Katya Sommers ’26 and Hays Wilson ’26 earned an Honorable Mention award in NPR’s nationwide contest, earning a top spot out of 2,600 entries. Listen to their podcast here.
This past spring, Ms. Kymberli Rivers and Mrs. Erin Mulvihill designed a seventh grade collaborative project between English and History–creating podcasts for the 2021 NPR Student Podcast Challenge. The competition, open to all students in the U.S. in grades 5-8, required a combination of skills, including creative writing, editing, researching, and technical know-how.

For four weeks, students worked in teams brainstorming, researching, interviewing, recording, and fine tuning their podcasts. The subjects they chose to cover were diverse and showed an enormous range of interests.

Katya and Hays chose to work together when they discovered they shared a common interest in the topic of global warming. Although both students were working from home as virtual learners, they quickly developed a system to organize their efforts.

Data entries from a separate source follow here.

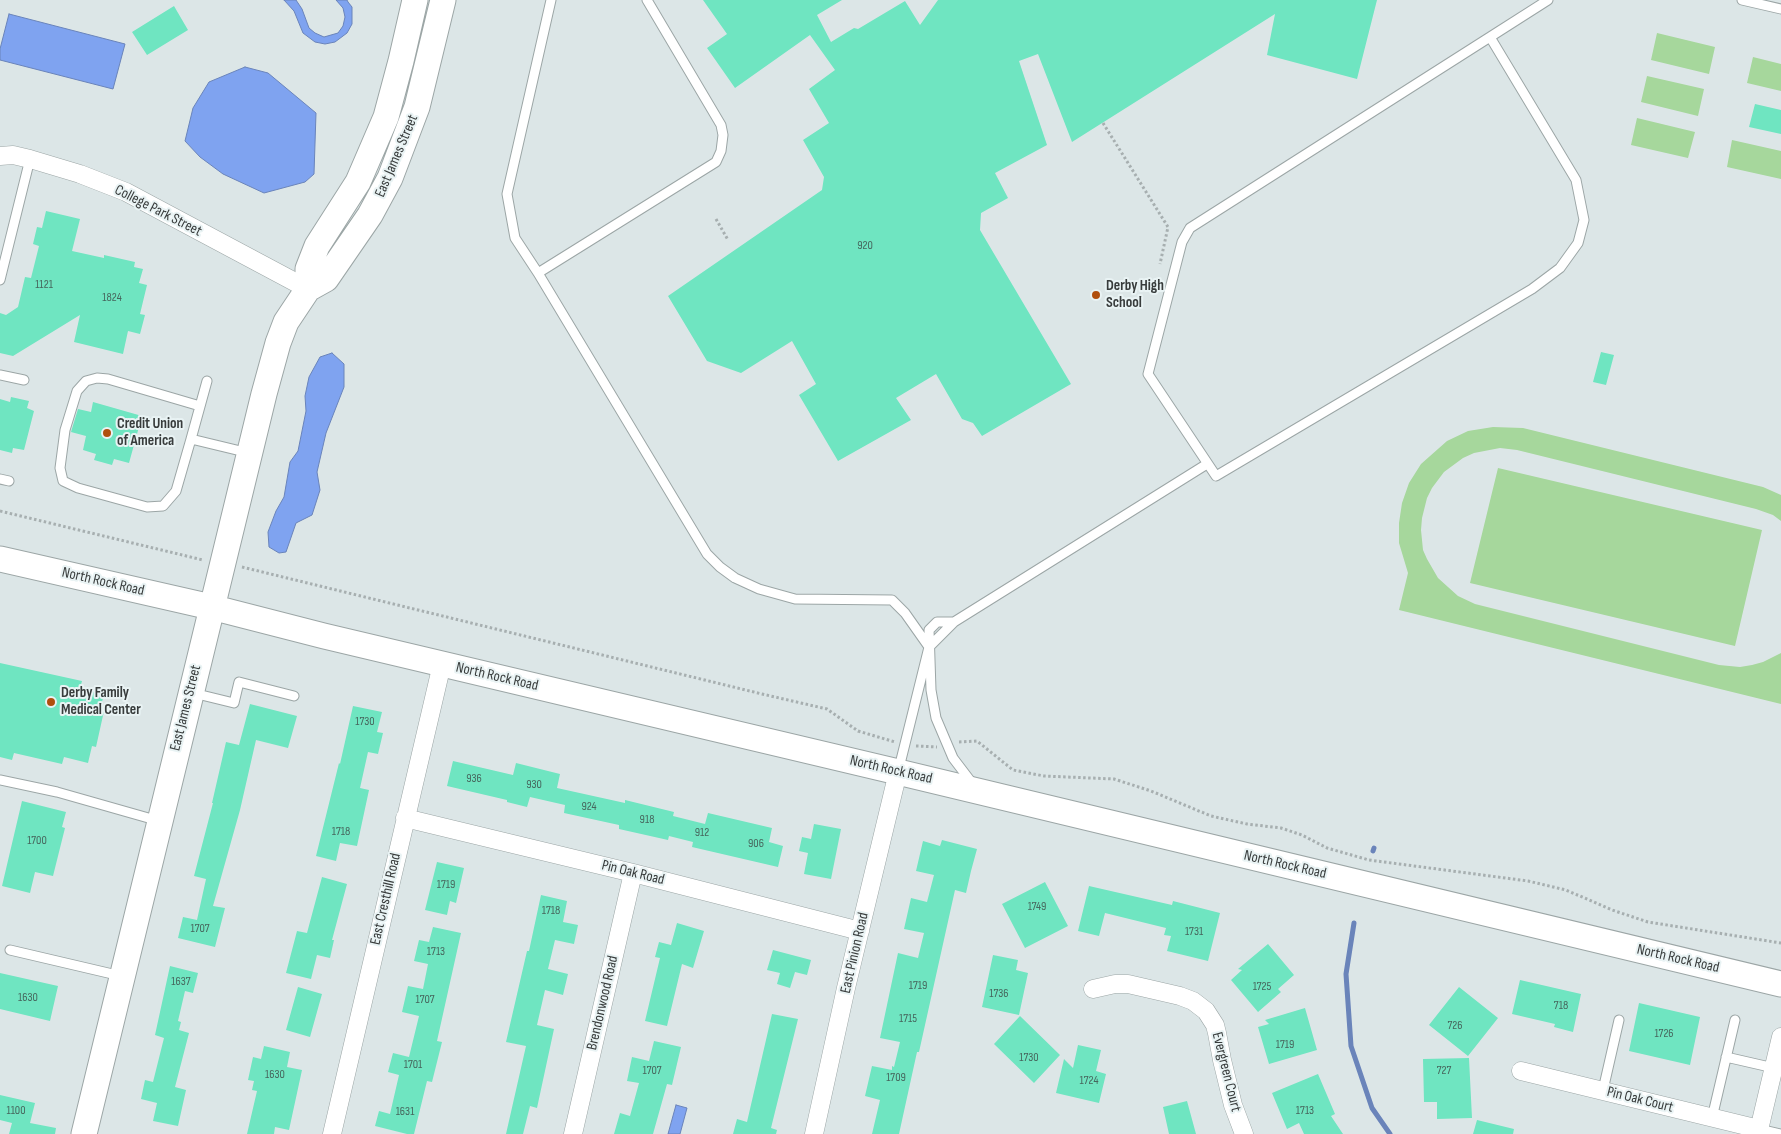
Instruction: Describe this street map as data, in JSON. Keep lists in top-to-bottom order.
{
  "streets": {
    "main road": ["East James Street", "North Rock Road"],
    "street": [
      "College Park Street",
      "Pin Oak Road",
      "East Cresthill Road",
      "East Pinion Road",
      "Brendonwood Road",
      "Evergreen Court",
      "Pin Oak Court"
    ]
  },
  "crossings": [
    ["East James Street", "College Park Street"],
    ["East James Street", "North Rock Road"],
    ["North Rock Road", "East Cresthill Road"],
    ["North Rock Road", "East Pinion Road"],
    ["Pin Oak Road", "East Cresthill Road"],
    ["Pin Oak Road", "East Pinion Road"],
    ["Pin Oak Road", "Brendonwood Road"]
  ],
  "places": ["Derby High School", "Credit Union of America", "Derby Family Medical Center"],
  "house_numbers": [
    "920",
    "1121",
    "1824",
    "1730",
    "936",
    "930",
    "924",
    "918",
    "1718",
    "912",
    "1700",
    "906",
    "1719",
    "1749",
    "1718",
    "1707",
    "1731",
    "1713",
    "1637",
    "1719",
    "1725",
    "1736",
    "1630",
    "1707",
    "718",
    "1715",
    "726",
    "1726",
    "1719",
    "1730",
    "1701",
    "1707",
    "727",
    "1630",
    "1709",
    "1724",
    "1100",
    "1713",
    "1631"
  ]
}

“We decided to divide up some of the tasks,” said Katya. “I created the introduction animation and Hays edited our individual videos together. We both worked on the script writing and researching; working as a team, I think we split the tasks quite evenly. There was a lot of collaboration and communication.”

As editor, Mays needed to be sure their final file met contest specifications for content as well as length. “I think the toughest challenge was deciding what to cut to meet our eight-minute time limit,” he said. “The script with all the spontaneous additions was about ten minutes before the scalpel came out. The other hard bit of that was our editing software–let’s just say iMovie isn’t ideal for tiny cuts.” 

After working through several rounds of tweaks and polishing, Ms. Rivers and Mrs. Mulvihill encouraged the duo to submit their podcast for entry in the contest. 

“Katya and Hays' project presented a 7th grader's perspective on a world issue. We spent a good amount of time at the beginning of the project listening to winners from previous years,” said Ms. Rivers. “It seemed that that was a constant, the ability to provide an interesting perspective on a major issue. Secondarily, they told a complete story. Our students worked on a series of podcasts, and had three entries that worked together to tell a story. The one that they selected brought all of the important pieces together beautifully...They took our feedback and applied it. They just worked so well together. I mean talk about the 4 Cs. They demonstrated mastery of every single one.”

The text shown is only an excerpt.